Algumas fotografias do último episódio de neve que tivemos do 04/02/08 Desde tempo anticyclonique e a neve à muito derretido. 

As fotografias foi tomadas tem uma altitude entre 1100 e 1300 medidos


----------



## Gilmet (10 Fev 2008 às 20:56)

*Re: Salvação de França*

Excelentes fotos gllm

A neve é linda...

Nós é que não temos sorte nenhuma... Tambem queremos...


----------



## Minho (10 Fev 2008 às 21:02)

*Re: Salvação de França*

Bem-vindo gllm!

Que grandes fotos, que inveja! 

Se preferires podes falar francês ou inglês porque penso que com tradutores ainda é pior. 
Aqui o pessoal é poliglota  (ou quase)


----------



## AnDré (10 Fev 2008 às 22:57)

*Re: Salvação de França*

Olá gllm 

Bem-vindo ao forum!
As fotos são tres magnifique

Esse lugar é quase na Suiça e ao mesmo tempo é colado à Italia, não é?
Deve ser uma zona muito bonita!


----------



## iceworld (11 Fev 2008 às 10:40)

*Re: Salvação de França*

Bem vindo 
Fotos bonitas!!
Humm será que vai ser a mulher a ter que lhe ler as respostas se sim desde já o nosso obrigado.


----------



## Mário Barros (11 Fev 2008 às 10:45)

*Re: Salvação de França*



Ena pá vamos ver um cenário idêntico em 2020.


----------



## vitamos (11 Fev 2008 às 10:45)

*Re: Salvação de França*

Bem vindo ao fórum!

Podes comunicar em Português, Francês, Inglês, ou todas á mistura que nós conseguimos entender!

Ah e fotos bem belas... nós adoramos fotos de neve... (à falta de ve-la...)


----------



## gllm (11 Fev 2008 às 13:39)

*Re: Salvação de França*

Merci à tous pour votre accueil ca fait vraimnt plaisir 

Pour André: Tu as raison Passy se situe à proximité de la frontiére suisse et italienne (environ 40 km).

Je vois que vous avez l'air d'aimer les photos de neige, ca tombien bien j'adore aussi et j'en prends tout plein, je vous les ferais partager avec plaisir!!

Mais en ce moment c'est pas terrible, la neige fond trés vite.


Températures pour aoujourd'hui

Tn -3.7°c 

Actuellement 6.4°c

Trés beau temps, juste un peu brumeux à cause des hautes pressions.

Deux photos du jour prisent un peu avant midi de ma fenêtre sur la chaine des aravis.


1ere photos ("Croisse bolet" altitude 2216 métres)






2éme photos ("La pointe pecée" altitude 2750 métres)









A trés bientôt et au plaisir de vous lire

Guillaume


----------



## vitamos (11 Fev 2008 às 13:59)

*Re: Salvação de França*

Algum frio por aí!  Também queremos!

Engraçado... o FrancÊs é daquelas linguas que lida se consegue perceber perfeitamente!  Mas escrever em Francês não consigo mesmo 

Abraço Guillaume!


----------



## Seavoices (11 Fev 2008 às 14:39)

*Re: Salvação de França*

Boa tarde,

Conheço relativamente bem a zona de Haute-Savoire.

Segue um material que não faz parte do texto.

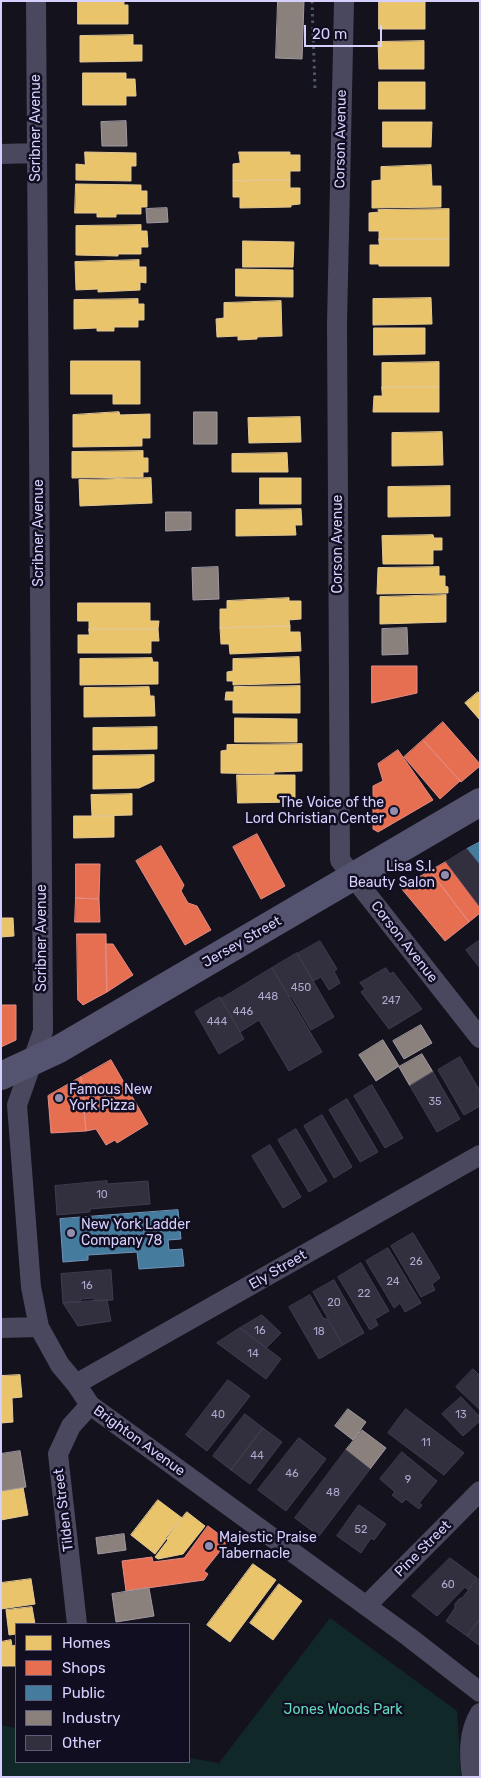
<!DOCTYPE html>
<style>
body{margin:0}
#map{position:relative;width:481px;height:1778px;overflow:hidden;background:#14121d;font-family:Rubik,sans-serif}
canvas{display:block}
.frame{position:absolute;inset:0;border:2px solid #d5d0fd;pointer-events:none}
.legend{position:absolute;left:15px;top:1623px;width:175px;height:140px;box-sizing:border-box;background:#110e21;border:1px solid #5f5c79;margin:0;padding:6px 9px;list-style:none;font-size:15px;color:#d5d0fd}
.legend li{display:flex;align-items:center;gap:10px;height:25px}
.legend b{width:25px;border:1px solid #5f5c79}
.scale{position:absolute;left:304px;top:25px;width:78px;height:22px;box-sizing:border-box;border:2px solid #d5d0fd;border-top:0;padding-left:6px;font-size:15px;line-height:18px;white-space:nowrap;color:#d5d0fd;-webkit-text-stroke:4px #110e21;paint-order:stroke}
</style>
<div id="map">
<canvas width="481" height="1778"></canvas>
<div class="frame"></div>
<ul class="legend">
<li><b style="height:14px;background:#e9c46a"></b>Homes</li>
<li><b style="height:14px;background:#e76f51"></b>Shops</li>
<li><b style="height:14px;background:#457b9d"></b>Public</li>
<li><b style="height:14px;background:#8a817c"></b>Industry</li>
<li><b style="height:14px;background:#32303f"></b>Other</li>
</ul>
<div class="scale">20 m</div>
</div>
<script>
const ctx = document.querySelector('canvas').getContext('2d');
ctx.lineJoin = 'round';
function fill(path, color) {
  ctx.fillStyle = color;
  ctx.fill(path, 'evenodd');
}
function stroke(path, color, width, dash) {
  ctx.strokeStyle = color;
  ctx.lineWidth = width;
  ctx.lineCap = dash ? 'butt' : 'round';
  ctx.setLineDash(dash || []);
  ctx.stroke(path);
}
function drawText(font, color, halo, rows, align = 'center') {
  ctx.font = font + ' Rubik,sans-serif';
  ctx.lineWidth = 5;
  ctx.setLineDash([]);
  ctx.textBaseline = 'middle';
  ctx.strokeStyle = halo;
  ctx.fillStyle = color;
  for (const [text, x, y, turn = 0] of rows) {
    ctx.save();
    ctx.translate(x, y);
    ctx.rotate((+turn || 0) * Math.PI / 180);
    ctx.textAlign = isNaN(turn) ? turn : align;
    if (halo) ctx.strokeText(text, 0, 0);
    ctx.fillText(text, 0, 0);
    ctx.restore();
  }
}
fill(new Path2D(`
 M 330,1618 L 457,1711 L 461,1777 L 1,1777 L 1,1725 L 16,1728 L 16,1762 L 189,1762 L 189,1758 L 219,1763 Z`), '#112828');
const homes = new Path2D(`
 M 78,1 L 124,1 L 124,5 L 128,5 L 128,24 L 78,24 Z
 M 379,2 L 425,2 L 425,29 L 379,29 Z
 M 133,35 L 133,45 L 142,45 L 142,61 L 80,62 L 80,36 Z
 M 424,41 L 424,69 L 379,69 L 378,42 Z
 M 83,73 L 126,73 L 126,79 L 135,79 L 136,96 L 126,96 L 126,105 L 83,105 Z
 M 379,82 L 425,82 L 425,109 L 379,109 Z
 M 383,122 L 432,122 L 431,147 L 383,147 Z
 M 85,152 L 136,153 L 136,166 L 131,166 L 131,181 L 76,180 L 76,164 L 85,165 Z
 M 239,152 L 290,152 L 290,155 L 300,155 L 300,171 L 290,171 L 290,180 L 233,181 L 233,164 L 240,163 Z
 M 431,165 L 432,186 L 441,186 L 441,207 L 372,208 L 372,181 L 381,180 L 381,167 Z
 M 290,180 L 290,188 L 300,188 L 300,204 L 291,205 L 291,207 L 240,208 L 240,197 L 233,197 L 233,181 Z
 M 76,184 L 141,185 L 141,191 L 147,191 L 147,207 L 141,207 L 141,214 L 116,214 L 116,217 L 97,217 L 97,213 L 75,213 Z
 M 449,209 L 449,239 L 379,239 L 379,231 L 369,231 L 369,213 L 379,212 L 378,210 Z
 M 141,225 L 141,231 L 147,231 L 148,247 L 141,247 L 141,254 L 118,254 L 118,256 L 76,255 L 76,226 Z
 M 379,239 L 449,239 L 449,266 L 379,266 L 379,264 L 370,264 L 370,245 L 379,245 Z
 M 243,241 L 294,242 L 293,267 L 243,267 Z
 M 139,260 L 139,267 L 146,267 L 146,283 L 140,282 L 140,290 L 98,292 L 98,289 L 76,290 L 75,262 Z
 M 236,269 L 293,270 L 293,297 L 236,296 Z
 M 431,298 L 432,324 L 373,325 L 373,299 Z
 M 138,299 L 138,304 L 144,304 L 144,320 L 138,320 L 138,327 L 114,327 L 114,331 L 97,331 L 97,328 L 74,329 L 74,300 Z
 M 281,301 L 282,336 L 257,337 L 257,339 L 238,340 L 238,336 L 217,337 L 216,319 L 224,318 L 224,303 Z
 M 374,328 L 425,328 L 425,354 L 374,355 Z
 M 71,361 L 140,361 L 140,404 L 113,404 L 113,394 L 71,394 Z
 M 439,362 L 439,387 L 382,387 L 382,363 Z
 M 382,387 L 439,387 L 439,412 L 373,412 L 374,396 L 382,396 Z
 M 119,412 L 120,415 L 150,414 L 150,438 L 142,438 L 142,446 L 73,447 L 73,415 Z
 M 300,417 L 301,442 L 249,443 L 248,418 Z
 M 442,432 L 443,465 L 392,466 L 392,433 Z
 M 143,451 L 143,458 L 148,458 L 148,472 L 143,472 L 143,477 L 72,478 L 72,452 Z
 M 287,453 L 288,472 L 232,472 L 232,454 Z
 M 151,478 L 152,503 L 80,506 L 79,480 Z
 M 260,478 L 301,478 L 301,504 L 260,504 Z
 M 450,486 L 450,516 L 388,517 L 388,487 Z
 M 301,509 L 302,525 L 295,525 L 296,535 L 236,536 L 236,510 Z
 M 433,535 L 434,538 L 442,538 L 442,550 L 433,550 L 433,564 L 383,564 L 382,536 Z
 M 439,567 L 439,576 L 445,576 L 445,586 L 448,587 L 448,593 L 377,594 L 378,568 Z
 M 446,595 L 446,622 L 380,624 L 380,597 Z
 M 289,598 L 289,601 L 301,601 L 301,619 L 289,620 L 290,626 L 220,628 L 220,609 L 227,609 L 227,601 Z
 M 78,603 L 150,603 L 150,621 L 159,621 L 158,629 L 89,629 L 89,621 L 78,621 Z
 M 290,626 L 290,632 L 300,632 L 301,651 L 230,654 L 229,644 L 221,644 L 220,628 Z
 M 89,629 L 158,629 L 159,641 L 151,641 L 151,653 L 78,653 L 78,635 L 89,635 Z
 M 299,657 L 300,683 L 233,685 L 233,681 L 227,681 L 227,672 L 233,671 L 233,659 Z
 M 152,658 L 153,662 L 158,662 L 158,684 L 80,685 L 80,659 Z
 M 300,686 L 300,713 L 233,713 L 233,700 L 225,700 L 226,692 L 234,692 L 234,687 Z
 M 149,687 L 150,696 L 154,696 L 155,716 L 84,717 L 84,688 Z
 M 478,692 L 480,695 L 480,720 L 465,703 Z
 M 235,718 L 297,719 L 297,742 L 235,742 Z
 M 157,727 L 157,749 L 93,750 L 93,728 Z
 M 302,744 L 302,771 L 274,772 L 274,774 L 221,773 L 221,751 L 227,750 L 227,745 Z
 M 154,755 L 154,781 L 139,788 L 93,789 L 93,756 Z
 M 237,775 L 295,775 L 295,802 L 238,803 Z
 M 132,794 L 132,815 L 92,816 L 91,795 Z
 M 74,816 L 114,816 L 114,837 L 74,838 Z
 M 1,918 L 13,918 L 14,936 L 1,937 Z
 M 20,1375 L 22,1397 L 12,1398 L 13,1422 L 1,1423 L 1,1376 Z
 M 23,1487 L 28,1515 L 1,1520 L 1,1491 Z
 M 158,1500 L 182,1518 L 155,1554 L 131,1535 Z
 M 187,1512 L 205,1526 L 183,1554 L 158,1559 L 155,1557 L 168,1540 L 166,1538 Z
 M 253,1564 L 276,1580 L 230,1642 L 207,1625 Z
 M 31,1579 L 35,1604 L 1,1609 L 1,1583 Z
 M 279,1584 L 302,1601 L 273,1640 L 250,1623 Z
 M 32,1607 L 35,1624 L 16,1624 L 16,1634 L 9,1635 L 6,1610 Z
 M 11,1640 L 12,1646 L 16,1645 L 16,1640 L 16,1666 L 1,1666 L 1,1642 Z`);
fill(homes, '#e9c46a');
stroke(homes, '#e3c896', 1);
const shops = new Path2D(`
 M 372,666 L 417,666 L 417,693 L 372,703 Z
 M 443,722 L 480,764 L 480,766 L 461,782 L 423,740 Z
 M 423,740 L 460,781 L 440,799 L 404,757 Z
 M 398,750 L 433,800 L 378,832 L 373,829 L 373,786 L 383,781 L 378,764 Z
 M 257,834 L 285,886 L 261,899 L 233,847 Z
 M 161,846 L 184,885 L 181,891 L 188,903 L 197,906 L 211,930 L 185,945 L 136,861 Z
 M 446,862 L 480,907 L 480,913 L 469,922 L 430,871 Z
 M 76,864 L 100,864 L 99,899 L 76,898 Z
 M 430,871 L 469,922 L 445,941 L 401,888 Z
 M 76,898 L 99,899 L 100,922 L 75,922 Z
 M 77,934 L 106,934 L 107,992 L 83,1005 L 78,1000 Z
 M 106,944 L 113,944 L 133,975 L 107,992 Z
 M 1,1005 L 16,1005 L 16,1040 L 1,1047 Z
 M 111,1060 L 148,1124 L 117,1143 L 115,1140 L 106,1145 L 96,1129 L 86,1131 L 81,1077 Z
 M 81,1077 L 86,1131 L 51,1133 L 48,1096 Z
 M 208,1526 L 228,1541 L 204,1571 L 208,1574 L 204,1580 L 126,1591 L 122,1561 L 152,1557 L 153,1562 L 184,1558 Z`);
fill(shops, '#e76f51');
stroke(shops, '#e28c85', 1);
const public = new Path2D(`
 M 480,842 L 480,865 L 467,849 Z
 M 178,1210 L 181,1239 L 168,1240 L 169,1250 L 182,1249 L 184,1266 L 139,1269 L 137,1252 L 88,1255 L 88,1260 L 63,1262 L 60,1219 Z`);
fill(public, '#457b9d');
stroke(public, '#7094ba', 1);
const industry = new Path2D(`
 M 278,1 L 304,1 L 302,59 L 276,58 Z
 M 126,121 L 127,146 L 102,146 L 101,122 Z
 M 167,208 L 168,222 L 147,223 L 146,209 Z
 M 194,412 L 217,412 L 217,444 L 194,444 Z
 M 166,512 L 191,512 L 191,530 L 166,531 Z
 M 218,567 L 219,599 L 193,600 L 192,568 Z
 M 407,628 L 408,654 L 382,655 L 382,629 Z
 M 421,1025 L 432,1043 L 404,1059 L 393,1041 Z
 M 383,1040 L 399,1066 L 376,1081 L 359,1055 Z
 M 422,1054 L 433,1072 L 410,1086 L 399,1067 Z
 M 348,1409 L 366,1422 L 353,1440 L 335,1426 Z
 M 362,1430 L 386,1448 L 370,1469 L 346,1450 Z
 M 20,1451 L 26,1487 L 1,1491 L 1,1454 Z
 M 124,1534 L 126,1550 L 98,1554 L 96,1538 Z
 M 149,1588 L 154,1616 L 116,1622 L 112,1594 Z`);
fill(industry, '#8a817c');
stroke(industry, '#a099a3', 1);
const building = new Path2D(`
 M 467,849 L 480,865 L 480,907 L 446,862 Z
 M 480,940 L 480,968 L 466,950 Z
 M 320,941 L 337,969 L 334,971 L 340,983 L 329,990 L 321,977 L 313,981 L 297,954 Z
 M 297,953 L 334,1017 L 311,1030 L 291,996 L 289,997 L 272,968 Z
 M 272,968 L 322,1052 L 289,1071 L 259,1020 L 240,1032 L 221,999 Z
 M 386,968 L 390,974 L 393,972 L 422,1009 L 389,1029 L 361,992 L 365,989 L 360,983 Z
 M 220,997 L 244,1039 L 219,1054 L 195,1012 Z
 M 460,1057 L 480,1091 L 480,1106 L 464,1115 L 438,1070 Z
 M 433,1072 L 460,1119 L 437,1132 L 410,1086 Z
 M 372,1085 L 403,1138 L 385,1148 L 354,1096 Z
 M 347,1099 L 378,1152 L 360,1162 L 329,1110 Z
 M 322,1115 L 352,1167 L 334,1178 L 304,1126 Z
 M 296,1129 L 327,1181 L 309,1192 L 278,1140 Z
 M 270,1145 L 301,1197 L 283,1208 L 252,1156 Z
 M 107,1181 L 107,1184 L 148,1181 L 150,1204 L 90,1209 L 90,1212 L 57,1215 L 55,1186 Z
 M 413,1233 L 440,1278 L 432,1284 L 435,1290 L 421,1297 L 391,1246 Z
 M 388,1248 L 421,1303 L 405,1312 L 400,1303 L 394,1308 L 366,1261 Z
 M 361,1263 L 389,1311 L 375,1319 L 378,1325 L 370,1330 L 338,1277 Z
 M 111,1270 L 113,1300 L 95,1301 L 93,1298 L 82,1299 L 79,1302 L 63,1303 L 61,1274 Z
 M 334,1280 L 364,1333 L 343,1345 L 313,1292 Z
 M 310,1295 L 323,1318 L 327,1319 L 343,1345 L 319,1359 L 289,1307 Z
 M 107,1300 L 111,1321 L 78,1326 L 63,1303 Z
 M 262,1315 L 281,1333 L 266,1348 L 240,1328 Z
 M 240,1328 L 281,1359 L 266,1379 L 217,1343 Z
 M 473,1369 L 480,1376 L 480,1410 L 456,1387 Z
 M 228,1380 L 250,1396 L 207,1451 L 186,1435 Z
 M 461,1397 L 480,1417 L 480,1421 L 463,1436 L 442,1414 Z
 M 406,1409 L 464,1453 L 444,1475 L 388,1433 Z
 M 245,1414 L 263,1428 L 231,1470 L 213,1456 Z
 M 263,1428 L 282,1442 L 250,1484 L 231,1470 Z
 M 299,1438 L 326,1459 L 286,1511 L 258,1490 Z
 M 346,1450 L 370,1469 L 319,1536 L 295,1518 Z
 M 402,1452 L 437,1481 L 419,1503 L 422,1505 L 419,1509 L 406,1499 L 402,1503 L 392,1495 L 395,1492 L 380,1479 Z
 M 359,1505 L 386,1524 L 374,1540 L 371,1538 L 361,1553 L 337,1536 Z
 M 450,1558 L 477,1578 L 468,1590 L 465,1587 L 437,1616 L 412,1596 Z
 M 478,1579 L 480,1580 L 480,1619 L 467,1636 L 446,1621 L 455,1608 L 455,1604 L 459,1599 L 462,1598 Z
 M 480,1619 L 480,1646 L 467,1636 Z`);
fill(building, '#32303f');
stroke(building, '#403c51', 1);
stroke(new Path2D(`
 M 312,1 L 315,89`), '#4b5966', 3, [2.5, 4]);
stroke(new Path2D(`
 M 36,1 L 43,1031 L 17,1105 L 31,1287 L 39,1327 L 60,1365 L 76,1384 L 90,1405 L 409,1637 L 480,1692
 M 344,1 L 337,324 L 340,860 L 480,1038
 M 1,154 L 37,153
 M 1,1328 L 39,1327
 M 76,1384 L 480,1155
 M 366,1606 L 480,1491
 M 77,1624 L 58,1454 L 71,1426 L 90,1405
 M 472,1777 C 469,1754 468,1733 480,1713`), '#49485e', 20);
stroke(new Path2D(`
 M 1,1076 L 59,1049 L 480,802`), '#555470', 28);
for (const [x, y, r, color] of [
 [394,811,5,"#918eaf"],
 [445,875,5,"#918eaf"],
 [59,1098,5,"#918eaf"],
 [71,1233,5,"#918eaf"],
 [209,1546,5,"#918eaf"]
]) {
  const dot = new Path2D();
  dot.arc(x, y, r, 0, 2 * Math.PI);
  ctx.fillStyle = color;
  ctx.fill(dot);
  stroke(dot, '#110e21', 2);
}
drawText('11px', '#aca8ce', null, [
 ["450",301,988],
 ["448",268,997],
 ["247",391,1001],
 ["446",243,1012],
 ["444",217,1022],
 ["35",435,1102],
 ["10",102,1195],
 ["26",416,1262],
 ["24",393,1282],
 ["16",87,1286],
 ["22",364,1294],
 ["20",334,1303],
 ["16",260,1331],
 ["18",319,1332],
 ["14",253,1354],
 ["40",218,1415],
 ["13",461,1415],
 ["11",426,1443],
 ["44",257,1456],
 ["46",292,1474],
 ["9",408,1480],
 ["48",333,1493],
 ["52",361,1530],
 ["60",448,1585]
]);
drawText('14px', '#d5d0fd', '#110e21', [
 ["Scribner Avenue",36,128,-90],
 ["Corson Avenue",341,139,-89],
 ["Scribner Avenue",39,533,-90],
 ["Corson Avenue",338,544,-90],
 ["Scribner Avenue",42,938,-90],
 ["Jersey Street",242,942,-30],
 ["Corson Avenue",404,942,52],
 ["Ely Street",278,1270,-30],
 ["Brighton Avenue",139,1441,36],
 ["Tilden Street",64,1510,-97],
 ["Pine Street",423,1549,-45]
]);
drawText('14px', '#d5d0fd', '#110e21', [
 ["The Voice of the",384,803,"right"],
 ["Lord Christian Center",384,819,"right"],
 ["Lisa S.I.",435,867,"right"],
 ["Beauty Salon",435,883,"right"],
 ["Famous New",69,1090],
 ["York Pizza",69,1106],
 ["New York Ladder",81,1225],
 ["Company 78",81,1241],
 ["Majestic Praise",219,1538],
 ["Tabernacle",219,1554]
], 'left');
drawText('14px', '#5fdbbd', '#110e21', [
 ["Jones Woods Park",343,1710]
]);
</script>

Tive oportunidade de estar em Val Thorens durante uma semana no ano passado onde estive com -18º a 3200m de altitude (A fazer ski) e onde apanhei umas belas nevadas, embora o ano passado fosse fraco em acumulação de neve a menos de 2500m de altitude. Também já estive em Troís Vallées (Avoriaz) à dois anos, num ano bem mais nevado.

Este ano irei regressa ao Haute-Savoire (Les Menuires, Saint-Marie de Belleville) a partir de Geneve (através de Annecy e do Lac D'Annecy que é belíssimo).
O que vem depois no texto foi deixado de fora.